Curiosamente, la conexión Joredco abría un camino, mientras el de Loftis se cerraba.
—Señor Carmichael, ¿tiene usted un plan médico para sus empleados regulares?
—Sí.
—¿Puedo ver los registros?
Carmichael se volvió a la recepcionista.
—Sally, deja que el agente no-sé-cuántos vea los archivos.
Danny pasó por alto el comentario desdeñoso. Carmichael volvió a cruzar la puerta y Sally le mostró un archivo.
—Viejo de mierda, con perdón de la expresión. Las fichas médicas están en el cajón de abajo, tanto los hombres como las mujeres. ¿No creerá que un verdadero asesino trabajó aquí, verdad?
Danny rió.
—No, pero quizá sí un verdadero monstruo.
Tardó una hora en examinar las fichas médicas.
Desde noviembre del 39 habían contratado a dieciséis hombres como mecánicos dentales. Tres eran japoneses, contratados al finalizar el confinamiento de japoneses en el 44; cuatro eran caucasianos y ahora tenían unos treinta y cinco años; tres eran blancos y eran de mediana edad; seis eran mexicanos. Los dieciséis hombres habían donado sangre, en una u otra ocasión, a la campaña anual de la Cruz Roja. Cinco de los dieciséis tenían sangre cero positivo, el grupo sanguíneo más común entre los seres humanos. Tres de los hombres eran mexicanos, dos eran japoneses, pero Joredco aún parecía una buena pista.
Danny fue al taller y pasó otra hora charlando con los mecánicos, hablándoles mientras extraían dientes de encías extirpadas de cabezas de ciervos y jabalíes de Catalina Island. Hizo preguntas sobre hombres altos y maduros de conducta extraña, jazz, heroína, sujetos obsesionados por los glotones. Olía la sangre y la infección dental y enfatizaba la conducta extraña entre los trabajadores temporales que iban y venían, deslizó insinuaciones acerca de un atractivo actor de Hollywood que podría haber llegado al éxito. Los técnicos respondían con indiferencia, negaban y continuaban trabajando, sólo podía obtener datos por eliminación: la mayoría de los braceros eran mexicanos, inmigrantes legales, que iban a las escuelas de Belmont y Lincoln sin tarjeta verde, veteranos de los mataderos de Vernon, donde el trabajo era aún más sangriento y la paga era peor que los míseros sueldos del señor Carmichael. Danny se fue pensando que Reynolds Loftis se desmayaría si entrara en Joredco, que lo del actor podía ser una relación puramente circunstancial. Pero Joredco-Cormier aún parecía promisorio, daba la impresión de que a «él» le encantaría el tufo a sangre y decadencia.

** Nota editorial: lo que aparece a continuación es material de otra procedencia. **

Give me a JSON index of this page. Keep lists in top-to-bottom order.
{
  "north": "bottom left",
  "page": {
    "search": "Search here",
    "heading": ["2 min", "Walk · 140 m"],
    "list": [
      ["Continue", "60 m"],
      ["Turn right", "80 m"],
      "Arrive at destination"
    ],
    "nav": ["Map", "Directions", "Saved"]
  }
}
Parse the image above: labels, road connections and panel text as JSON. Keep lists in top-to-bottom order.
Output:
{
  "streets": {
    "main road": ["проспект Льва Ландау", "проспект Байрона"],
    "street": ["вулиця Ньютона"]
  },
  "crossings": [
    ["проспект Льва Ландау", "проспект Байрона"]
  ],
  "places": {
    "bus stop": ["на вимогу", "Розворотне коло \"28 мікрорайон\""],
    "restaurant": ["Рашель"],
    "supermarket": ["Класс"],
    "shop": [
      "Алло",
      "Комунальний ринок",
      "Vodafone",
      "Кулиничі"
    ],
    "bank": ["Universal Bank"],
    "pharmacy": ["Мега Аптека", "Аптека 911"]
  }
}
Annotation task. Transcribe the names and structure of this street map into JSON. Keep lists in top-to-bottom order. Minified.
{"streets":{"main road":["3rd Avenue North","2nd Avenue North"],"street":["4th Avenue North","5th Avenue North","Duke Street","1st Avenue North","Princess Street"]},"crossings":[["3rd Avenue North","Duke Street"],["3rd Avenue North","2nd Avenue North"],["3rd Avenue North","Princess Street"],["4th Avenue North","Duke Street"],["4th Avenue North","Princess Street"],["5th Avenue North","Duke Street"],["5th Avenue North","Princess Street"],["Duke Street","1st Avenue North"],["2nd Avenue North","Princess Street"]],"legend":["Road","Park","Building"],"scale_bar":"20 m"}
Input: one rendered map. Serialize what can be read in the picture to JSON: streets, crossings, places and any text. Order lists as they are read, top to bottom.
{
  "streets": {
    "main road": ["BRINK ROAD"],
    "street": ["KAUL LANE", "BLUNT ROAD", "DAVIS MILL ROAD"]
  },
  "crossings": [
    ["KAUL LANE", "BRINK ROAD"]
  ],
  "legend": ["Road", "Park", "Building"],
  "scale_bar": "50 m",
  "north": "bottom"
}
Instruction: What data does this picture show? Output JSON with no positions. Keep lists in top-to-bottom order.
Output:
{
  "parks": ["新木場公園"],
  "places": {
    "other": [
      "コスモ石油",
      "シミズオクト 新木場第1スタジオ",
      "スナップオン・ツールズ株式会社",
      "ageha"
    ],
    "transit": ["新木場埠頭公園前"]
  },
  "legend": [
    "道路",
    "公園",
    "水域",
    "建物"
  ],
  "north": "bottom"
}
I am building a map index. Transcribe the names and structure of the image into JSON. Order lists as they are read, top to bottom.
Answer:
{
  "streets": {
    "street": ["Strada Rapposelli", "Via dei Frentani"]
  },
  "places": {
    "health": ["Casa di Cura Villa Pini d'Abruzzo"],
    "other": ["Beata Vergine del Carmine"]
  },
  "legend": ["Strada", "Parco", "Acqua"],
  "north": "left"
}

La temperatura había aumentado, y el calor resultaba aplastante después de una fuerte lluvia. Danny se sentó en el coche y transpiró las copas de la noche anterior. Pensó en el método por eliminación, pensó que las agencias de colocaciones no llevaban registros para eludir impuestos, que las oficinas de empleo de las escuelas secundarias eran pistas improbables que sin embargo debía seguir. Fue hasta la escuela Belmont, habló con la consejera de empleos, supo que sus registros sólo llegaban hasta el 45 y los comparó con las fichas de Joredco. Sumaban veintisiete, todos mexicanos y japoneses. Aunque sabía que la edad no encajaba, repitió el procedimiento en Lincoln: mexicanos, japoneses y un chico blanco retrasado mental contratado porque era tan fuerte como para levantar dos ciervos muertos al mismo tiempo. No le llevaba a ninguna parte. Pero por alguna razón, aún le parecía prometedor.